Xbox needs cloud gaming to work. Microsoft has been pushing the industry toward a digital-first, streaming future since 2013 -- years before players or infrastructure were remotely ready for the idea. It makes sense: Microsoft is uniquely positioned as a gigantic technology company with deep roots in gaming, and they're able to leverage vast resources and expertise in AI, server infrastructure, hardware and software to set standards of gameplay-delivery systems.
Google has caught on and it's speeding up the game-streaming revolution with Stadia, an ambitious service that promises to run any game on any device at up to 4K and 60fps, with plans to eventually hit 8K streams. Stadia goes live in November.
Microsoft is taking things slower. It pushed streaming too hard at the outset of this console generation and it set them back, helping the PlayStation 4 outsell the Xbox One by a factor of two. Today, Microsoft is purposefully testing its own streaming service, xCloud, starting with a beta of the local, console-streaming component in October.
Players may now be ready for streaming, but the infrastructure is still catching up.
"We're not coming in and trying to tell people to stop doing what they were doing before and to adopt streaming today as the only way that they should play," Xbox head Phil Spencer told Engadget after stepping off the stage at E3. There, he unveiled Project Scarlett, the next Xbox console, scheduled to launch for the holidays in 2020. Scarlett will support 8K (even though no games currently do), 120fps, SSD storage and real-time ray tracing, a staple of the coming generation.
Naturally, Scarlett will support xCloud and Game Pass (Xbox's subscription service). XCloud runs on Azure and comprises two ways to stream: via Microsoft's cloud network (to play on your console), or stream games from your Xbox to another device, essentially turning your box into a personal, local server.
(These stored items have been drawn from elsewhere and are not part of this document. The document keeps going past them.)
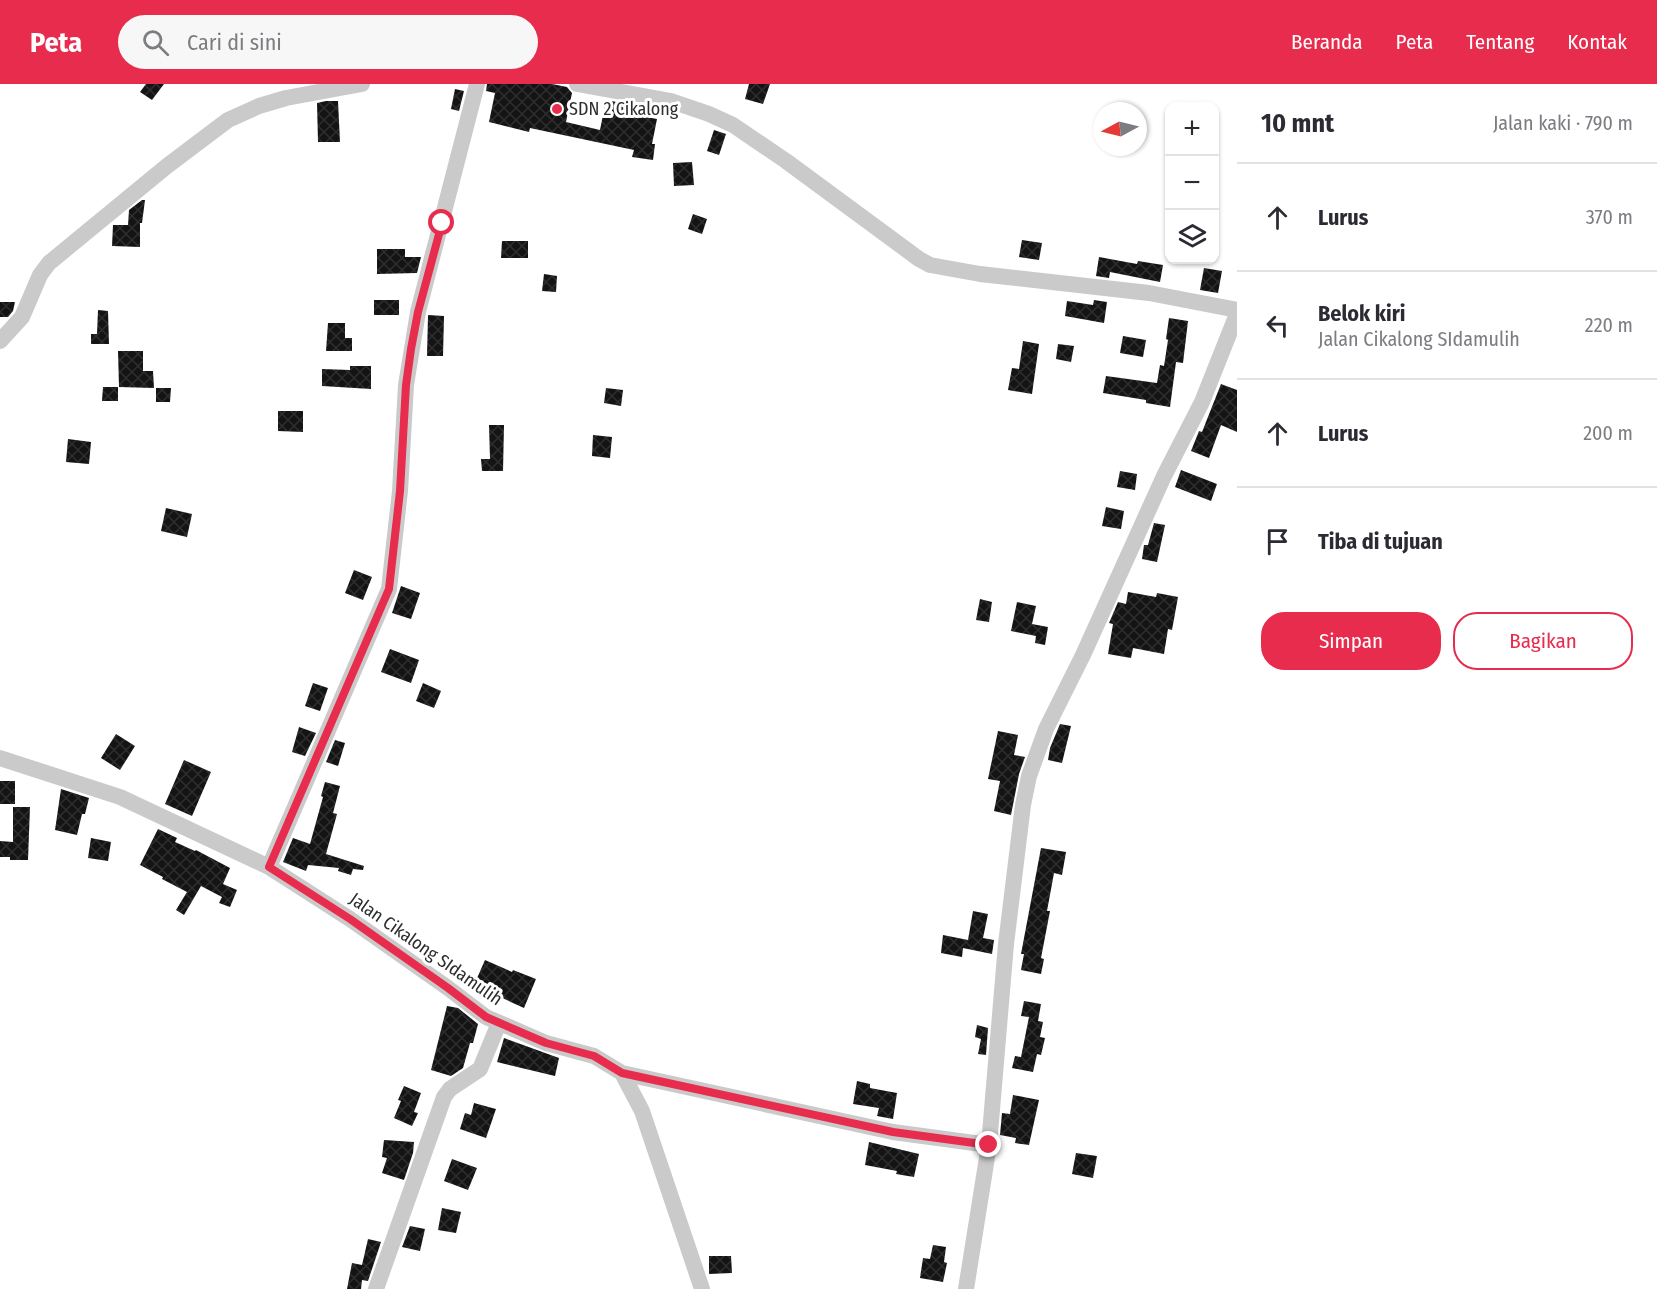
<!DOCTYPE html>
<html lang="id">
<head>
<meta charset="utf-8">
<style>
  body { margin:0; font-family:"Fira Sans Condensed",sans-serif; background:#f7f7f7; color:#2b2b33 }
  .controls { position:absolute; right:18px; top:18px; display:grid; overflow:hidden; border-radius:12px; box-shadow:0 2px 4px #0004 }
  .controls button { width:54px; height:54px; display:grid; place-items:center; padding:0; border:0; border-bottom:2px solid #e1e1e2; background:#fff; color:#2b2b33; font:30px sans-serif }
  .compass { position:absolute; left:1093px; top:18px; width:54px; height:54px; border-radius:50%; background:#fff; box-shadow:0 2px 4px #0004; rotate:263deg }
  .stop { position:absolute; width:18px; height:18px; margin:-14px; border:4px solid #e72c4d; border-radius:50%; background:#fff }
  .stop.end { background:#e72c4d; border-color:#fff; box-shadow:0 2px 6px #0008 }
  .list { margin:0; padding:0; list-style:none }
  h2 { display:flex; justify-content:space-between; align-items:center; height:78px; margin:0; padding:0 24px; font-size:26px }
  h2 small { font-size:20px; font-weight:400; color:#7c7c81 }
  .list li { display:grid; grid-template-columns:39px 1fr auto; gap:18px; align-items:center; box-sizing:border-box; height:108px; padding:0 24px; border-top:2px solid #e1e1e2 }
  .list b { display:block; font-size:22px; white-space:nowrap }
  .list p { margin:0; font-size:20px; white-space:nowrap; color:#7c7c81 }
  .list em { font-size:20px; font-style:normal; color:#7c7c81 }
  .actions { display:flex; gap:12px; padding:18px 24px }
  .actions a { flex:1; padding:14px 0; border:2px solid #e72c4d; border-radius:24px; text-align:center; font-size:21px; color:#e72c4d }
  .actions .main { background:#e72c4d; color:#fff }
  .icon { flex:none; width:33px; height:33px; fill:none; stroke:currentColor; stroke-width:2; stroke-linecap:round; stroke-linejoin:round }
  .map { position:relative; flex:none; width:1237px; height:1205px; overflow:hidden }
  header { display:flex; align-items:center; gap:36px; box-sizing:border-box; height:84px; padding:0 30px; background:#e72c4d; color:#fff }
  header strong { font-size:28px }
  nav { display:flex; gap:33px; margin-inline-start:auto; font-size:21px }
  .search { width:420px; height:54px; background:#f7f7f7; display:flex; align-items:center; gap:15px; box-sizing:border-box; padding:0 21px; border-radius:33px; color:#7c7c81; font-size:22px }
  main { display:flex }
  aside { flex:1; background:#fff }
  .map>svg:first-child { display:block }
  .building { fill:url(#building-cross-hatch) }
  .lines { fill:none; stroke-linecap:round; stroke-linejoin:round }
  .minor { stroke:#cacaca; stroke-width:16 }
  .route { stroke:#e72c4d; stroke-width:8 }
  .poi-dot { fill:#e72c4d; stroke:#fff; stroke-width:2 }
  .labels { text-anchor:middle; stroke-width:6; stroke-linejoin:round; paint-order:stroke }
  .poi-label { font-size:18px; fill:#2d2d2d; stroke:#fff; text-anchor:start }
  .street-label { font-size:18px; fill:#2d2d2d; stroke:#fff }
</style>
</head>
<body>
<header>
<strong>Peta</strong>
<div class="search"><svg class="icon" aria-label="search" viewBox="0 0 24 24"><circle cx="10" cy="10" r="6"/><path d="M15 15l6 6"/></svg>Cari di sini</div>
<nav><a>Beranda</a><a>Peta</a><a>Tentang</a><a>Kontak</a></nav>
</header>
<main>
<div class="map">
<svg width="1237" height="1205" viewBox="0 0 1237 1205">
  <defs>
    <pattern id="building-cross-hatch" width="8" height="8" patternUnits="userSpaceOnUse" patternTransform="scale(1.5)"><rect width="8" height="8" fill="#141414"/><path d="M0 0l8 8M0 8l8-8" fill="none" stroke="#2e2e2e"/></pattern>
  </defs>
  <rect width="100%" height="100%" fill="#fff"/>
  <path class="building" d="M 146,0 L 164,0 L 152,16 L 140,8 Z
    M 487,0 L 552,0 L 567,3 L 572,9 L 566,38 L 600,46 L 606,16 L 627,20 L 625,29 L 657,35 L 652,60 L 655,60 L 653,76 L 632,73 L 634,66 L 530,44 L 529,48 L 489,38 L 495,9 L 486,7 Z
    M 749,0 L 770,0 L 763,20 L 745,15 Z
    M 455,5 L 464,7 L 459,27 L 451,25 Z
    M 326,17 L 338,17 L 340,58 L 318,58 L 317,19 Z
    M 714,46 L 726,50 L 719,71 L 707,67 Z
    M 692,78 L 694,101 L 674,102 L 673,79 Z
    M 142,116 L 145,116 L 142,139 L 140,139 L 140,163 L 112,162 L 113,141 L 128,141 L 129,126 Z
    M 693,130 L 707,135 L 702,150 L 688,145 Z
    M 1022,156 L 1042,159 L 1039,176 L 1019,173 Z
    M 502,157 L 528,157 L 528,174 L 501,174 Z
    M 377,165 L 405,165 L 405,173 L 421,173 L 417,189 L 377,190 Z
    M 1099,173 L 1137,180 L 1138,177 L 1163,181 L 1160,198 L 1110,188 L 1109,194 L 1096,192 Z
    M 1204,184 L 1222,187 L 1218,209 L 1200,206 Z
    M 544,190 L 557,192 L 556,208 L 542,207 Z
    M 374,216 L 399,216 L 399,231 L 374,231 Z
    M 1094,216 L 1107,218 L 1104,239 L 1065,232 L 1067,217 L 1093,221 Z
    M 0,218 L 15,218 L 13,227 L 8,233 L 0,233 Z
    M 98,226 L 108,227 L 109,260 L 91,260 L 91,250 L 97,250 Z
    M 428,231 L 444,232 L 443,272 L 427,272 Z
    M 1169,234 L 1188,237 L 1183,279 L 1176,278 L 1170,323 L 1146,319 L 1146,316 L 1103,309 L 1106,292 L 1157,299 L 1160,281 L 1164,282 L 1168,256 L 1166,255 Z
    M 328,239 L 345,239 L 345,254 L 352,254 L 352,267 L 326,267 Z
    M 1123,252 L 1146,256 L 1143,273 L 1120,269 Z
    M 1023,257 L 1039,260 L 1032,310 L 1008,306 L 1012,284 L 1019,285 Z
    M 1058,260 L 1074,262 L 1071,278 L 1056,275 Z
    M 118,267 L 143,267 L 143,287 L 153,287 L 154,304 L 119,303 Z
    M 350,282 L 371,282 L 371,305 L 322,302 L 322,285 L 350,286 Z
    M 1221,300 L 1237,306 L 1237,348 L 1221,341 L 1209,374 L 1191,367 L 1199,347 L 1202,348 Z
    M 103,303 L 118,303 L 118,317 L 102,317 Z
    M 156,304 L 171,304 L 170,318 L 156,318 Z
    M 606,304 L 623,306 L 621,322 L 604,319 Z
    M 278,327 L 303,327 L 303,348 L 278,347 Z
    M 489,341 L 504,341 L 503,387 L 482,387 L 481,375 L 490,375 Z
    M 593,351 L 612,353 L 610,374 L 592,372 Z
    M 68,355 L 91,358 L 89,380 L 66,378 Z
    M 1181,386 L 1217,400 L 1211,417 L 1175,403 Z
    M 1120,387 L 1137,390 L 1135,406 L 1117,403 Z
    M 1106,423 L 1124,427 L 1121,445 L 1102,442 Z
    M 166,424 L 192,430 L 187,453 L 161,447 Z
    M 1154,439 L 1165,441 L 1157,478 L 1142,475 L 1144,461 L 1148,461 Z
    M 354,486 L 372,493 L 363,516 L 345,509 Z
    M 401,502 L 420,509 L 411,535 L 392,529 Z
    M 1128,508 L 1156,513 L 1157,509 L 1178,513 L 1172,546 L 1168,545 L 1164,570 L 1133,564 L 1131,574 L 1108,570 L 1113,540 L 1109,539 L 1118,518 L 1126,520 Z
    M 980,515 L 992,518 L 989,538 L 976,536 Z
    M 1017,518 L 1036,522 L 1032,540 L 1048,543 L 1045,561 L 1035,559 L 1036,552 L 1011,547 Z
    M 390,565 L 419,576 L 411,599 L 381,588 Z
    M 313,599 L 328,604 L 320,627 L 305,622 Z
    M 423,599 L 441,607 L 434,624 L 416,617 Z
    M 1060,640 L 1071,642 L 1062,679 L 1048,676 L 1050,664 Z
    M 299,643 L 316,649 L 305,672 L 292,668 Z
    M 998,647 L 1018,651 L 1014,671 L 1025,673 L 1019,690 L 1011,731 L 994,727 L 1000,697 L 988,695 Z
    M 116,650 L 135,662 L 120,686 L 101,674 Z
    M 335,656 L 345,659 L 338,682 L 326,678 Z
    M 184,676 L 211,688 L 192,732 L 165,720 Z
    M 0,697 L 15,697 L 15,720 L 0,720 Z
    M 325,698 L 340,702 L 333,729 L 337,730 L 326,770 L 364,782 L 363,786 L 353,785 L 351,791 L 338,787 L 339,784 L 308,781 L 306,787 L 283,778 L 293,754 L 310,760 L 323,713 L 321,712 Z
    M 61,705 L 89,714 L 85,730 L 82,730 L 77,751 L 55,746 Z
    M 13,723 L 30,723 L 28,776 L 10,776 L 10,773 L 0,773 L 0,757 L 13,758 Z
    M 158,745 L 177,754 L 175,758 L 195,767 L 196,766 L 230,784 L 223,800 L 237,806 L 230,823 L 219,819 L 222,813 L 201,802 L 184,831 L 176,826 L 187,808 L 162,795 L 163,793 L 140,781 Z
    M 91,754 L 111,758 L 108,777 L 88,774 Z
    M 1041,764 L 1066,768 L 1062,791 L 1054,789 L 1047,827 L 1050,827 L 1041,874 L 1044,875 L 1041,890 L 1021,886 L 1024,870 L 1021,870 Z
    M 973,827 L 988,830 L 983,854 L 994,856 L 992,870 L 963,864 L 962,873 L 941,869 L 943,851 L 968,856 Z
    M 485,876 L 512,888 L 513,886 L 536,895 L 524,924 L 474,901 Z
    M 1024,917 L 1041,920 L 1038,937 L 1043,938 L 1040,953 L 1045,954 L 1041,971 L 1037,970 L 1033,988 L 1012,984 L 1015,972 L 1021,973 L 1029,933 L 1021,932 Z
    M 447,922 L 458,924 L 478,940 L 473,959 L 470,959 L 463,984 L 451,992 L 431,986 Z
    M 977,941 L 988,944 L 986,971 L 978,970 L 981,955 L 975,953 Z
    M 504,954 L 559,974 L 555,992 L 497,978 Z
    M 857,997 L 870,1000 L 870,1004 L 897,1009 L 893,1035 L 877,1032 L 879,1024 L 853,1020 Z
    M 404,1002 L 421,1009 L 414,1028 L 418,1029 L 412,1042 L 394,1034 L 401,1017 L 398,1016 Z
    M 1013,1011 L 1039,1016 L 1029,1061 L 1015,1059 L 1016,1054 L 1000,1051 L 1002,1029 L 1010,1030 Z
    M 474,1019 L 496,1025 L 486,1054 L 460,1045 L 465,1029 L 471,1031 Z
    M 384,1056 L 414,1058 L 413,1069 L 404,1096 L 382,1089 L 387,1074 L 382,1073 Z
    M 869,1058 L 919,1070 L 914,1093 L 896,1090 L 897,1087 L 865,1081 Z
    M 1076,1069 L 1097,1072 L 1093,1094 L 1072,1090 Z
    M 452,1075 L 477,1084 L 468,1106 L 444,1097 Z
    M 442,1124 L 461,1128 L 456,1149 L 438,1146 Z
    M 410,1142 L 425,1145 L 420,1167 L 402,1163 Z
    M 368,1155 L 381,1158 L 368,1197 L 362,1196 L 361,1205 L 347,1205 L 352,1179 L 362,1181 Z
    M 933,1161 L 946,1163 L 944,1178 L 947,1179 L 943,1198 L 920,1194 L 923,1174 L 930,1175 Z
    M 709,1172 L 731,1172 L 732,1189 L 709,1190 Z"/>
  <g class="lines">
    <path class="minor" d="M 577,0 L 671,17 L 709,30 L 733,41 L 786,77 L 919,175 L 930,181 L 980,190 L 1149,209 L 1237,226
      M 0,257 L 22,233 L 40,191 L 49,179 L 167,82 L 228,36 L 259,22 L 286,14 L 362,0
      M 0,674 L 120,713 L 269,783 L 350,835 L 448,904 L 486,933 L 546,959 L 594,972 L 622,989 L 642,1027 L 702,1205
      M 269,783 L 389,505 L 400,407 L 406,301 L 418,228 L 477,0
      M 622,989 L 893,1048 L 989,1061
      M 376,1205 L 444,1013 L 450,1005 L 480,985 L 499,939
      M 966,1205 L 989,1061 L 1006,860 L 1023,721 L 1029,692 L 1046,645 L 1083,571 L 1164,392 L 1202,318 L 1237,230"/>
  </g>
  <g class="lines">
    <path class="route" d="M 442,139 L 418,228 L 411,265 L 406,301 L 400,407 L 389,505 L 269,783 L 350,835 L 448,904 L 486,933 L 546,959 L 594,972 L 622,989 L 893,1048 L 989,1061"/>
  </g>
  <circle class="poi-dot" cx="557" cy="25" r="6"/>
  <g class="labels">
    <g class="poi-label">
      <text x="569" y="31">SDN 2 Cikalong</text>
    </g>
    <g class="street-label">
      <text transform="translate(426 865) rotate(35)" y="6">Jalan Cikalong SIdamulih</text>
    </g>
  </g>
</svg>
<div class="controls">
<button>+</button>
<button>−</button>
<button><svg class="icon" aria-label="layers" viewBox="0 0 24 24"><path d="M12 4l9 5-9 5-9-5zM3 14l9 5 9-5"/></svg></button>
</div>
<svg class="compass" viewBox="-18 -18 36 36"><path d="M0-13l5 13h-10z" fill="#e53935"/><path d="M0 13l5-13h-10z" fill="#7c7c81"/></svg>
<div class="stop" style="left:442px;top:139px"></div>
<div class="stop end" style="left:989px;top:1061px"></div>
</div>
<aside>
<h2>10 mnt<small>Jalan kaki · 790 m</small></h2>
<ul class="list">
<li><svg class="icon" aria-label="ahead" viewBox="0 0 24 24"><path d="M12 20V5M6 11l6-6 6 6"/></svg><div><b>Lurus</b></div><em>370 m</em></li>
<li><svg class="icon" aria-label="left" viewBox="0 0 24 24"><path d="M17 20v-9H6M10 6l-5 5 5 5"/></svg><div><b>Belok kiri</b><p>Jalan Cikalong SIdamulih</p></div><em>220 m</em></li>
<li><svg class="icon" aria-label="ahead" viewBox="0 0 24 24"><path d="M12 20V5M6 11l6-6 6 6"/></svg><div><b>Lurus</b></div><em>200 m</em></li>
<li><svg class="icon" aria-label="arrive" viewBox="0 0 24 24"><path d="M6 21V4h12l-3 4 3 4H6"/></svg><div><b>Tiba di tujuan</b></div></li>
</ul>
<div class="actions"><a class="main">Simpan</a><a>Bagikan</a></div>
</aside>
</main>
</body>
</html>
"We're running on 4G," Spencer said. "And it plays fine, I use it. I'm not trying to say it's recreating the experience you have on an Xbox One X, in your family room, connected to your TV. It's a different experience than that. But it does go with you. It is about creating a new, unique experience, not trying to replicate what you have."
Microsoft can control the software, server networks and even the hardware that players use for xCloud, but it can't do anything about existing internet infrastructure. The fact is, home internet connections often suck, especially in rural regions. This is changing with the rollout of 5G and other network advancements, but for now quality varies wildly.
"The out-of-home streaming will dictate by your out-of-bound, out-of-house upload speeds," Spencer said. "Different people have different connection speeds. People can kind of mess with this already today, and we'll work on getting them some specific specs on what they require." He said. "But all of it is around giving people choice and not saying the console you have today is bad or that you shouldn't be playing on a PC today, or somehow downloading your games so you can play them offline is bad."